=== Exercise data ===

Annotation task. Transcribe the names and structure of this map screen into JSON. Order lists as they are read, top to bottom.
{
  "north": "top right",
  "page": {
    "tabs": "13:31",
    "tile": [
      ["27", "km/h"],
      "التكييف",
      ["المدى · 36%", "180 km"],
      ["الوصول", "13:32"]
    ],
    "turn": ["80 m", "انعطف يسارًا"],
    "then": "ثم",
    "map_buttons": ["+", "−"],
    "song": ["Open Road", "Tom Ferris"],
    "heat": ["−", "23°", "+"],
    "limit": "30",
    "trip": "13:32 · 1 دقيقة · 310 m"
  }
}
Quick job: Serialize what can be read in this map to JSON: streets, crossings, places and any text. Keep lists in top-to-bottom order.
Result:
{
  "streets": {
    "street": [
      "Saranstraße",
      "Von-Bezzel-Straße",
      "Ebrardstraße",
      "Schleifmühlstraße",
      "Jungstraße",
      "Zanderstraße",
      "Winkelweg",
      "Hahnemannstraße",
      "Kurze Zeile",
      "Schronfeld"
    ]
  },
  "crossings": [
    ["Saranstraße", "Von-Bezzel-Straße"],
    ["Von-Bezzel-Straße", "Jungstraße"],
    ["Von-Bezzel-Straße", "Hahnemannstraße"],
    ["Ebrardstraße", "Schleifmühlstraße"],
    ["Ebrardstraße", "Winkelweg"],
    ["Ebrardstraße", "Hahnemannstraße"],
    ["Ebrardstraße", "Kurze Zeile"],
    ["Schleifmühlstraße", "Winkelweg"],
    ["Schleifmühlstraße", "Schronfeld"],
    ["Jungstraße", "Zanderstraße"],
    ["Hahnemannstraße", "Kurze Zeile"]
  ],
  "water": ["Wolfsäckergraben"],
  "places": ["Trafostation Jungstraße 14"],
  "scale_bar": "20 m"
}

===

Could every entry above be printed again, word for word?

◆ **Task result**
Annotation task. Transcribe the names and structure of this map screen into JSON. Order lists as they are read, top to bottom.
{
  "north": "top right",
  "page": {
    "tabs": "13:31",
    "tile": [
      ["27", "km/h"],
      "التكييف",
      ["المدى · 36%", "180 km"],
      ["الوصول", "13:32"]
    ],
    "turn": ["80 m", "انعطف يسارًا"],
    "then": "ثم",
    "map_buttons": ["+", "−"],
    "song": ["Open Road", "Tom Ferris"],
    "heat": ["−", "23°", "+"],
    "limit": "30",
    "trip": "13:32 · 1 دقيقة · 310 m"
  }
}
Quick job: Serialize what can be read in this map to JSON: streets, crossings, places and any text. Keep lists in top-to-bottom order.
Result:
{
  "streets": {
    "street": [
      "Saranstraße",
      "Von-Bezzel-Straße",
      "Ebrardstraße",
      "Schleifmühlstraße",
      "Jungstraße",
      "Zanderstraße",
      "Winkelweg",
      "Hahnemannstraße",
      "Kurze Zeile",
      "Schronfeld"
    ]
  },
  "crossings": [
    ["Saranstraße", "Von-Bezzel-Straße"],
    ["Von-Bezzel-Straße", "Jungstraße"],
    ["Von-Bezzel-Straße", "Hahnemannstraße"],
    ["Ebrardstraße", "Schleifmühlstraße"],
    ["Ebrardstraße", "Winkelweg"],
    ["Ebrardstraße", "Hahnemannstraße"],
    ["Ebrardstraße", "Kurze Zeile"],
    ["Schleifmühlstraße", "Winkelweg"],
    ["Schleifmühlstraße", "Schronfeld"],
    ["Jungstraße", "Zanderstraße"],
    ["Hahnemannstraße", "Kurze Zeile"]
  ],
  "water": ["Wolfsäckergraben"],
  "places": ["Trafostation Jungstraße 14"],
  "scale_bar": "20 m"
}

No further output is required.